Abstract
This letter proposes a narrowband interference-plus-noise covariance matrix (INCM) based beamformer, which is robust with sensor position errors for linear array. First, using the subspace fitting and subspace orthogonality techniques, we estimate a set of angle-related bases for the signal-plus-interference subspace (SIS) by solving a joint optimization problem. Second, we obtain the bases transition matrix between the estimated angle-related bases and the orthogonal bases consisting of the dominant eigenvectors of the sample covariance matrix (SCM).

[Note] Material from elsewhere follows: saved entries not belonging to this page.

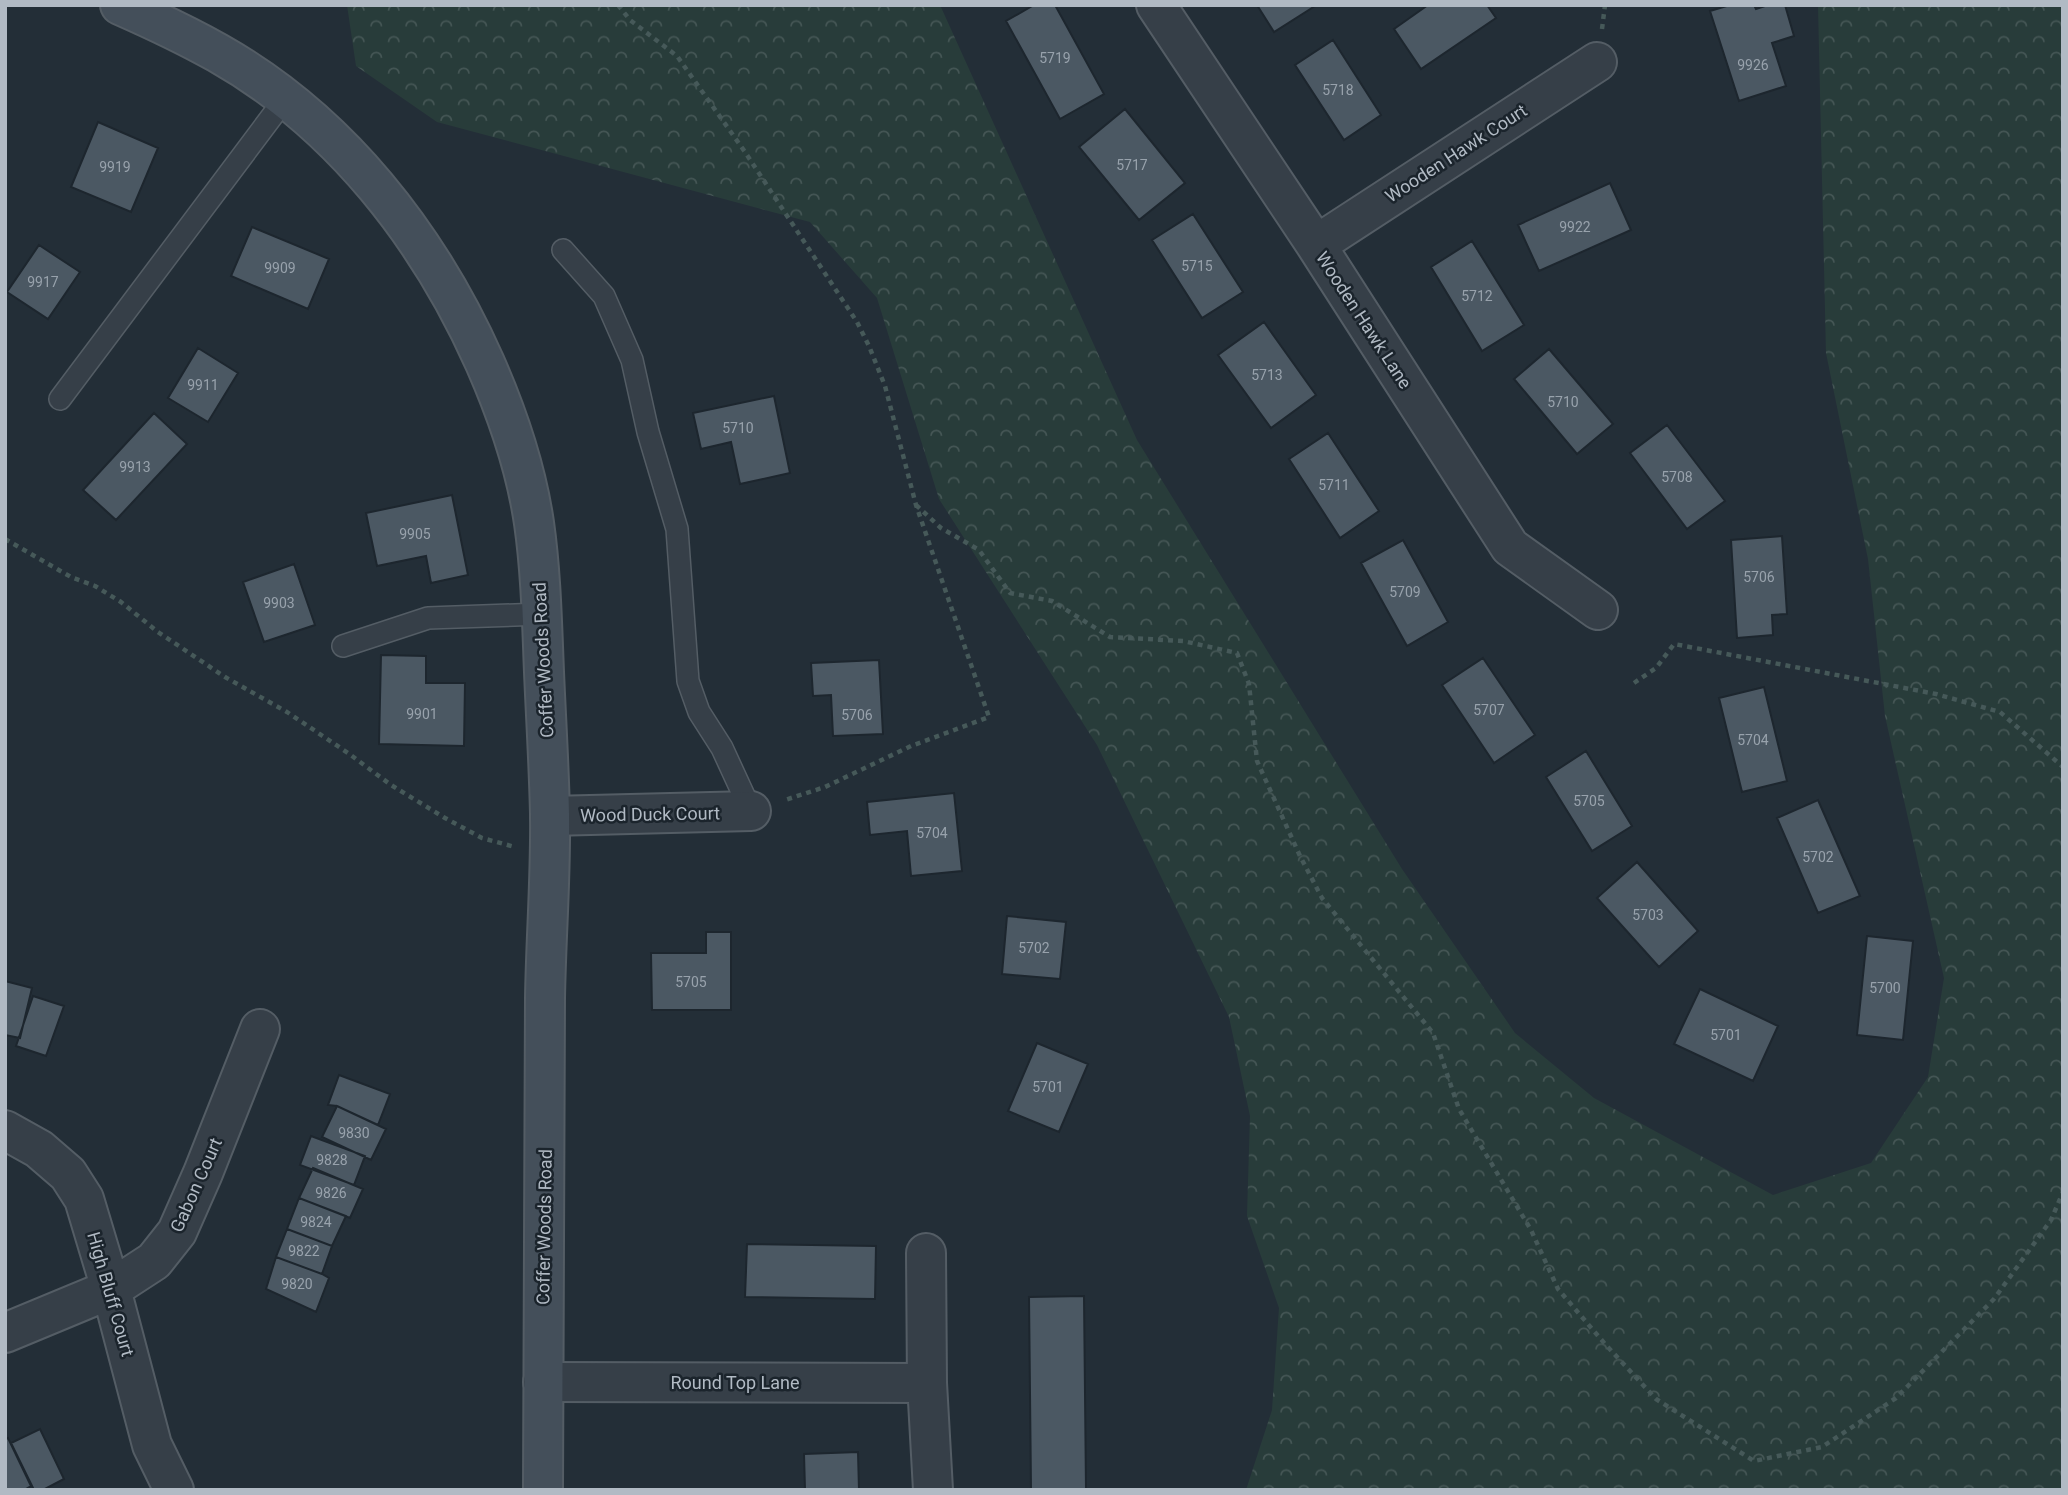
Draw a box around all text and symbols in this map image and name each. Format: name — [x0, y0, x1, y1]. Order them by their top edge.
house number: 5719 — [1039, 50, 1071, 66]
house number: 9926 — [1737, 57, 1769, 73]
house number: 5718 — [1322, 82, 1354, 98]
street label: Wooden Hawk Court — [1381, 99, 1531, 207]
house number: 5717 — [1116, 157, 1148, 173]
house number: 9919 — [99, 159, 131, 175]
house number: 9922 — [1559, 219, 1591, 235]
street label: Wooden Hawk Lane — [1312, 248, 1416, 392]
house number: 5715 — [1181, 258, 1213, 274]
house number: 9909 — [264, 260, 296, 276]
house number: 9917 — [27, 274, 59, 290]
house number: 5712 — [1461, 288, 1493, 304]
house number: 5713 — [1251, 367, 1283, 383]
house number: 9911 — [187, 377, 219, 393]
house number: 5710 — [1547, 394, 1579, 410]
house number: 5710 — [722, 420, 754, 436]
house number: 9913 — [119, 459, 151, 475]
house number: 5708 — [1661, 469, 1693, 485]
house number: 5711 — [1318, 477, 1350, 493]
house number: 9905 — [399, 526, 431, 542]
house number: 5706 — [1743, 569, 1775, 585]
street label: Coffer Woods Road — [528, 582, 558, 738]
house number: 5709 — [1389, 584, 1421, 600]
house number: 9903 — [263, 595, 295, 611]
house number: 5707 — [1473, 702, 1505, 718]
house number: 9901 — [406, 706, 438, 722]
house number: 5706 — [841, 707, 873, 723]
house number: 5704 — [1737, 732, 1769, 748]
house number: 5705 — [1573, 793, 1605, 809]
street label: Wood Duck Court — [580, 802, 720, 826]
house number: 5704 — [916, 825, 948, 841]
house number: 5702 — [1802, 849, 1834, 865]
house number: 5703 — [1632, 907, 1664, 923]
house number: 5702 — [1018, 940, 1050, 956]
house number: 5705 — [675, 974, 707, 990]
house number: 5700 — [1869, 980, 1901, 996]
house number: 5701 — [1710, 1027, 1742, 1043]
house number: 5701 — [1032, 1079, 1064, 1095]
house number: 9830 — [338, 1125, 370, 1141]
street label: Gabon Court — [166, 1134, 226, 1235]
street label: Coffer Woods Road — [532, 1149, 556, 1305]
house number: 9828 — [316, 1152, 348, 1168]
house number: 9826 — [315, 1185, 347, 1201]
house number: 9824 — [300, 1214, 332, 1230]
street label: High Bluff Court — [83, 1229, 139, 1359]
house number: 9822 — [288, 1243, 320, 1259]
house number: 9820 — [281, 1276, 313, 1292]
street label: Round Top Lane — [670, 1372, 800, 1393]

The SCM can be expressed as a function of the angle-related bases and the bases transition matrix. We construct the INCM directly from the SIS by eliminating the component of the desired signal from the angle-related bases. Simulations and experimental results show that the proposed beamformer outperforms other tested beamformers in the presence of sensor position errors.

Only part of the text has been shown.